I have now watched attorneys doing opening statement in over one hundred trials and focus groups. I am always amazed at the number of attorneys who miss the importance of the first impression the jury has of the case. In states like North Carolina and Oklahoma, it is voir dire, with its opportunity to let the jurors hear the real equities of your case through properly worded, open-ended questions, while at the same time getting a feel for your authenticity and your belief in your case and your client.
In states like South Carolina, where there is really no valid voir dire, it is opening statement where the jury first gets to hear your narrative story, which lets the jury decide for themselves that helping your client is the right thing to do. But repeatedly, I see attorneys fall short of connecting with the jury, especially at the beginning of their case, and the result is predictable- a defense verdict. Don’t get me wrong, trying a plaintiff’s med mal or other complex case is difficult. But many attorneys make it more difficult by refusing to properly prepare.

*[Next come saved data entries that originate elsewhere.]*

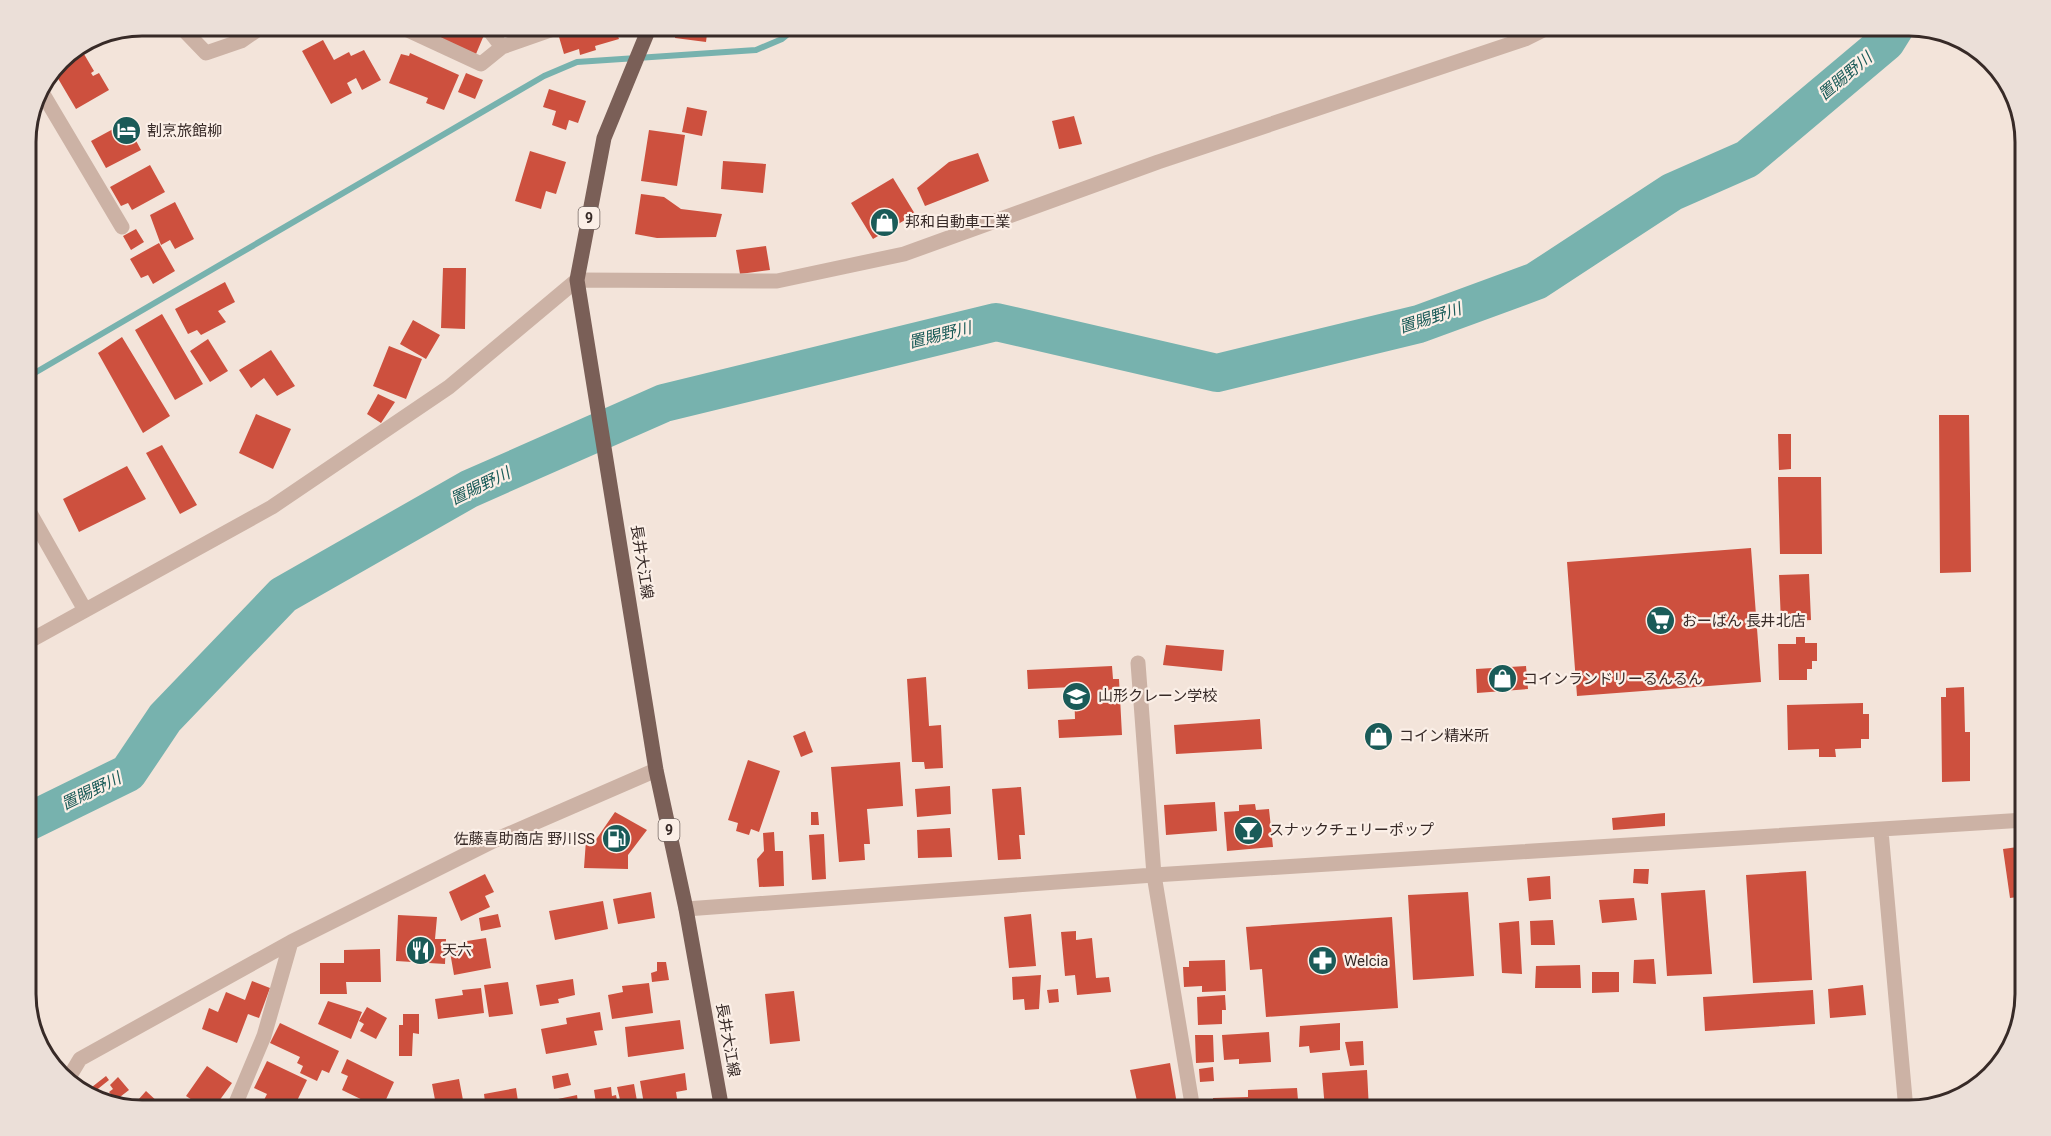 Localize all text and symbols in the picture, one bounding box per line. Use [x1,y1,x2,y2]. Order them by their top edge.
water label: 置賜野川 [1814,47,1877,104]
hotel icon: 割烹旅館柳 [110,115,142,147]
place label: 割烹旅館柳 [147,122,222,140]
shop icon: 邦和自動車工業 [868,206,900,238]
road number: 9 [578,207,600,229]
place label: 邦和自動車工業 [905,213,1010,231]
water label: 置賜野川 [1397,298,1465,337]
water label: 置賜野川 [907,318,975,352]
water label: 置賜野川 [447,463,515,509]
street label: 長井大江線 [627,524,657,600]
supermarket icon: おーばん 長井北店 [1645,605,1677,637]
place label: おーばん 長井北店 [1682,612,1806,630]
shop icon: コインランドリーるんるん [1486,663,1518,695]
place label: コインランドリーるんるん [1523,670,1703,688]
school or university icon: 山形クレーン学校 [1061,680,1093,712]
place label: 山形クレーン学校 [1098,687,1217,705]
shop icon: コイン精米所 [1362,720,1394,752]
place label: コイン精米所 [1399,727,1489,745]
water label: 置賜野川 [58,768,126,814]
bar icon: スナックチェリーポップ [1232,814,1264,846]
road number: 9 [658,819,680,841]
place label: スナックチェリーポップ [1269,821,1434,839]
fuel station icon: 佐藤喜助商店 野川SS [600,823,632,855]
place label: 佐藤喜助商店 野川SS [453,830,595,848]
restaurant icon: 天六 [405,934,437,966]
place label: 天六 [442,941,472,959]
pharmacy icon: Welcia [1307,945,1339,977]
place label: Welcia [1344,952,1388,970]
street label: 長井大江線 [713,1001,743,1079]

If you have ever been to a great rock concert (or even a a modern country music concert with someone like Keith Urban or Brad Paisley), you know that feeling of loving the non-stop, up tempo music that seems to go on seamlessly and naturally. It’s like the band is playing songs written with you in mind, and all the musicians and singers seem to fade into the background. No sour notes, no flat guitar solos, no drum beats out of time. Our trials should be like that.
But one of the main reasons the concert is so good is the immense amount of practice that goes into making it all look so “natural.” It starts with good song writing or selection, which is then “focus grouped” by playing the songs before small groups rather than big arena shows (why do you think major stars like Blake Shelton show up at small clubs in towns like Greenville, South Carolina and “tweet” to their followers about a free show that night- they are testing new material). Then hours of practice with the band to make sure each member knows their part. Sound familiar?

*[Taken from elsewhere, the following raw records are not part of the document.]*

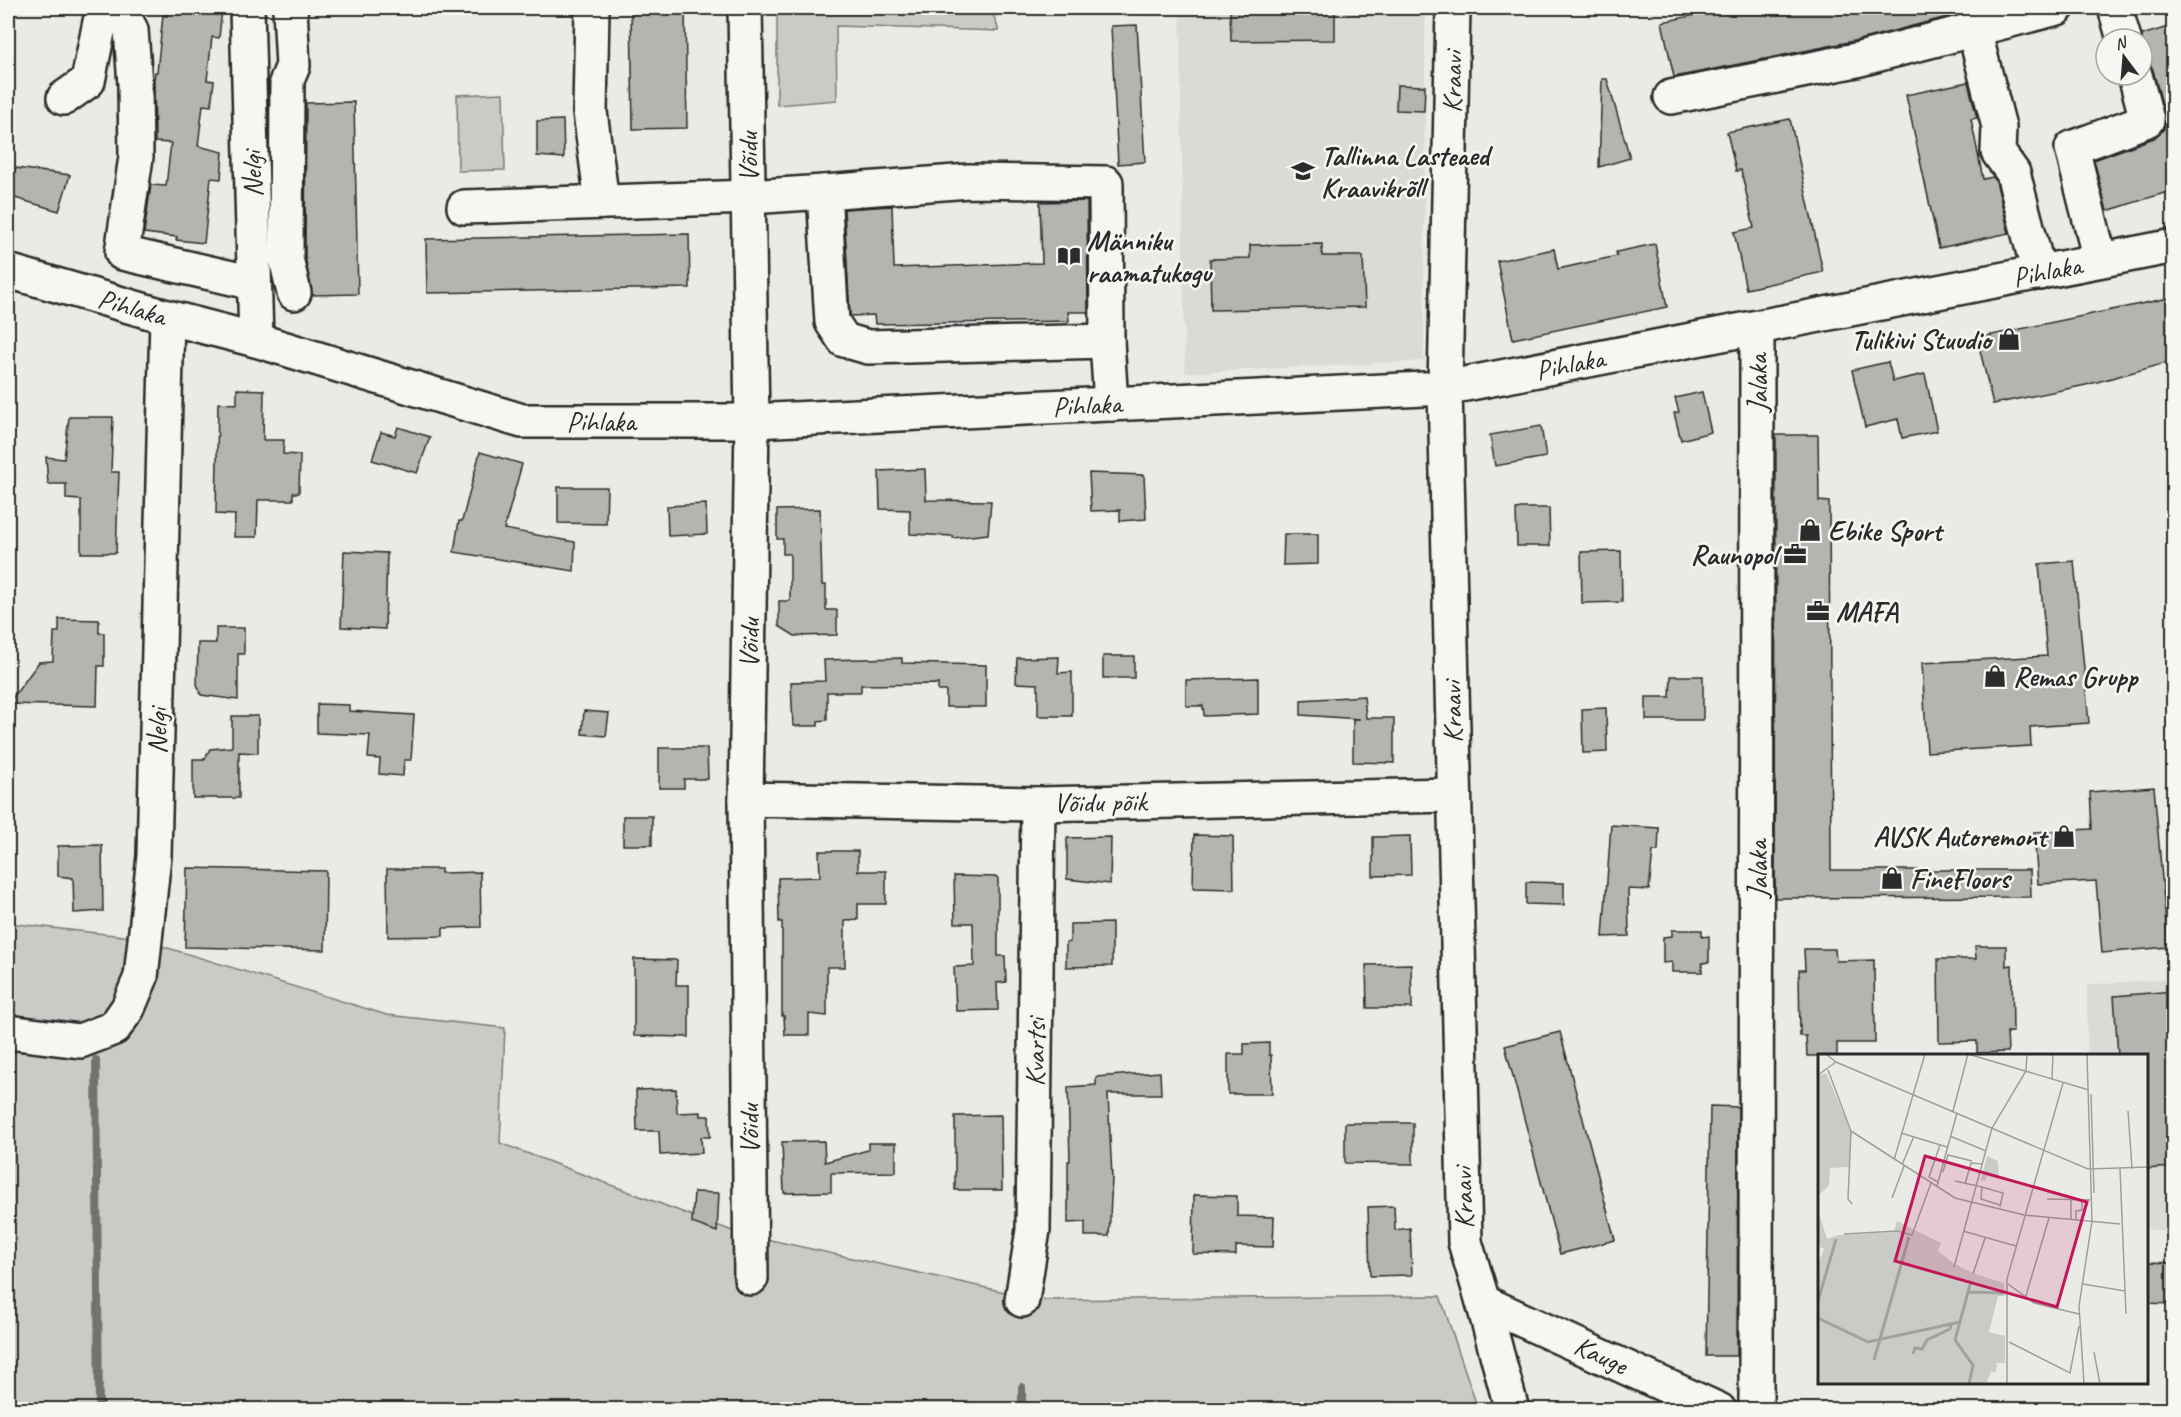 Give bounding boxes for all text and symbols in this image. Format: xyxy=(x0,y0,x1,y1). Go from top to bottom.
north arrow xyxy=(2094,27,2154,87)
text: N xyxy=(2113,32,2131,55)
street label: Kraavi xyxy=(1434,47,1470,113)
street label: Võidu xyxy=(730,130,766,182)
place label: Tallinna Lasteaed Kraavikrõll xyxy=(1321,138,1493,205)
street label: Nelgi xyxy=(234,147,270,197)
school or university icon: Tallinna Lasteaed Kraavikrõll xyxy=(1290,158,1316,184)
place label: Männiku raamatukogu xyxy=(1087,223,1213,290)
library icon: Männiku raamatukogu xyxy=(1056,243,1082,269)
street label: Pihlaka xyxy=(2010,247,2087,295)
street label: Pihlaka xyxy=(94,281,172,334)
place label: Tulikivi Stuudio xyxy=(1851,322,1994,357)
shop icon: Tulikivi Stuudio xyxy=(1996,326,2022,352)
street label: Pihlaka xyxy=(1533,340,1610,388)
street label: Jalaka xyxy=(1740,351,1775,414)
street label: Pihlaka xyxy=(1052,386,1125,424)
street label: Pihlaka xyxy=(566,404,638,439)
place label: Ebike Sport xyxy=(1828,513,1945,548)
shop icon: Ebike Sport xyxy=(1797,517,1823,543)
place label: Raunopol xyxy=(1691,537,1782,572)
office icon: Raunopol xyxy=(1782,541,1808,567)
place label: MAFA xyxy=(1836,594,1899,629)
office icon: MAFA xyxy=(1805,598,1831,624)
street label: Võidu xyxy=(731,616,767,668)
place label: Remas Grupp xyxy=(2013,659,2140,694)
shop icon: Remas Grupp xyxy=(1982,663,2008,689)
street label: Kraavi xyxy=(1434,677,1470,743)
street label: Nelgi xyxy=(139,704,175,754)
street label: Võidu põik xyxy=(1053,784,1150,820)
place label: AVSK Autoremont xyxy=(1873,819,2050,854)
shop icon: AVSK Autoremont xyxy=(2051,823,2077,849)
street label: Jalaka xyxy=(1740,837,1775,900)
place label: FineFloors xyxy=(1910,861,2013,896)
shop icon: FineFloors xyxy=(1879,865,1905,891)
street label: Kvartsi xyxy=(1017,1014,1053,1087)
inset map xyxy=(1818,1054,2148,1384)
street label: Võidu xyxy=(731,1102,767,1154)
street label: Kraavi xyxy=(1444,1163,1482,1230)
street label: Kauge xyxy=(1569,1328,1635,1383)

A trial has the same requirements. As the “band leader,” it is actually your responsibility to write the “songs,” focus the material before trial to fine tune it, and make sure the “band members” (trial presentation techs, paralegals, associate attorneys, etc.) each know their part. And most importantly, it is your responsibility to make sure that everyone (including you) practices, practices and practices some more so the jury sees your presentation as seamless and natural, just like a great rock or country show.

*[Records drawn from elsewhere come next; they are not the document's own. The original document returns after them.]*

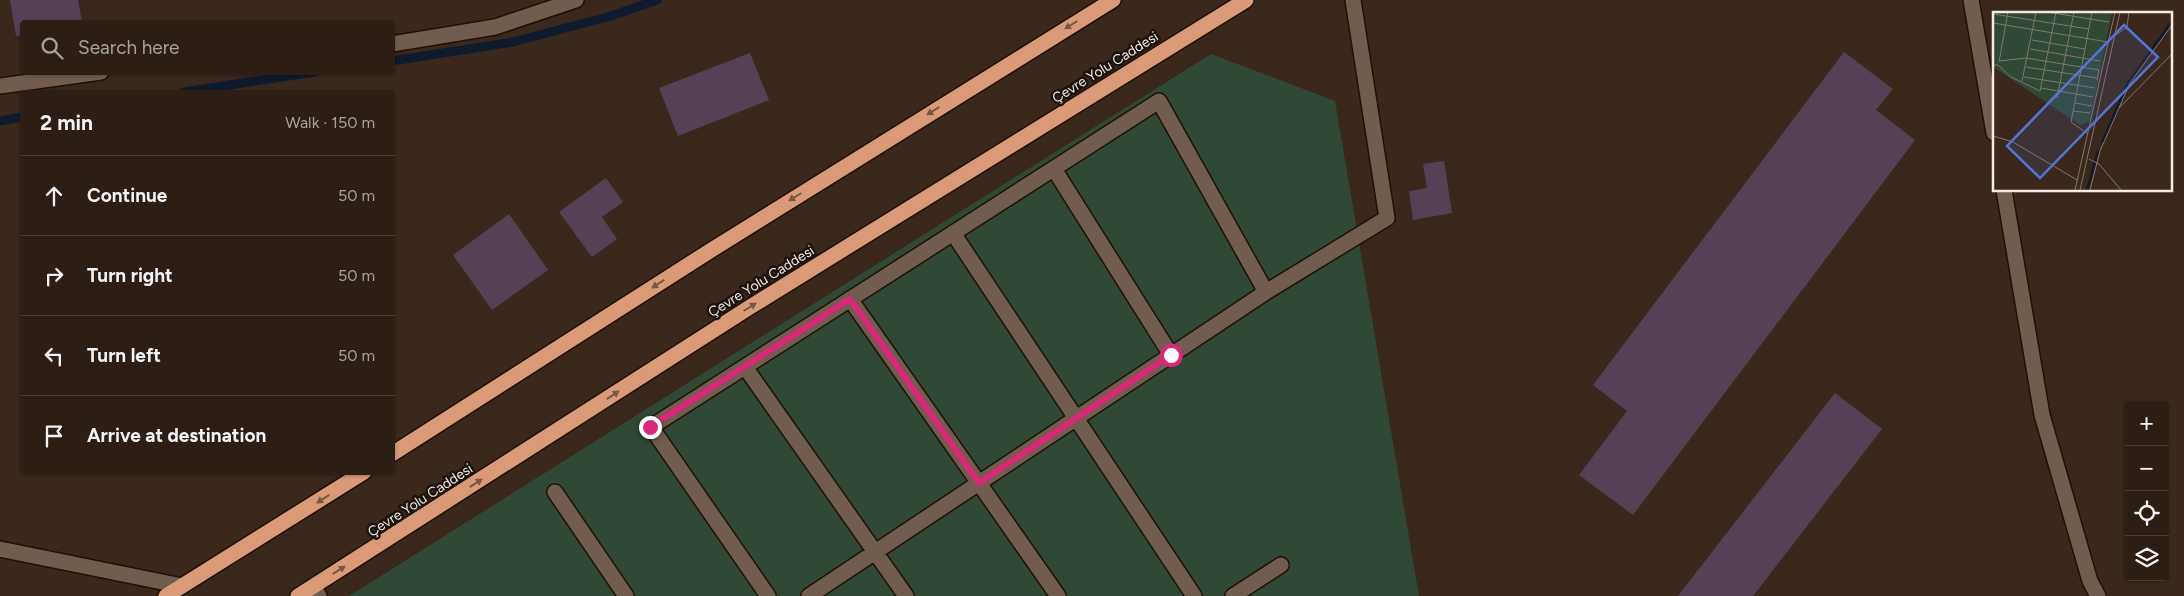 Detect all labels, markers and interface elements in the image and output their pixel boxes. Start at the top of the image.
inset map [1993,12,2172,191]
search box [20,20,395,75]
one-way arrow [1065,21,1078,30]
street label: Çevre Yolu Caddesi [1049,28,1161,107]
icon: search [38,34,66,62]
text: Search here [78,36,180,59]
one-way arrow [927,107,940,116]
text: 2 min [40,110,93,135]
text: Walk · 150 m [285,113,375,132]
icon: ahead [40,182,68,210]
text: Continue [87,184,167,207]
text: 50 m [338,186,375,205]
one-way arrow [789,193,802,202]
street label: Çevre Yolu Caddesi [705,242,817,321]
icon: right [40,262,68,290]
text: Turn right [87,264,173,287]
text: 50 m [338,266,375,285]
one-way arrow [651,279,665,289]
one-way arrow [743,303,756,312]
icon: left [40,342,68,370]
text: Turn left [87,344,161,367]
route start [1160,344,1183,367]
text: 50 m [338,346,375,365]
one-way arrow [606,390,620,400]
map controls [2124,401,2169,581]
button: + [2124,401,2169,446]
route end [639,416,662,439]
icon: arrive [40,422,68,450]
text: Arrive at destination [87,424,266,447]
button: − [2124,446,2169,491]
street label: Çevre Yolu Caddesi [365,460,476,541]
one-way arrow [470,478,483,488]
button: locate [2124,491,2169,536]
one-way arrow [316,494,329,503]
button: layers [2124,536,2169,581]
one-way arrow [333,566,346,575]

Do you write out your opening statement and focus group it before trial? Do you test your exhibits before focus groups to make sure the exhibits actually convey the point you want to make and move forward your theme or “brand?” Have you worked through with your trial tech the pages from the medical record you will need in opening or in direct exam of your first witness? Have you talked to your paralegal about what you expect before you start direct exam of the first witness? If not, shame on you. The jury expects these functions to look natural, as if it is all according to plan. This is especially true of the Millennial generation, who expect you to solve the case in 60 minutes or less (the time frame of a television show).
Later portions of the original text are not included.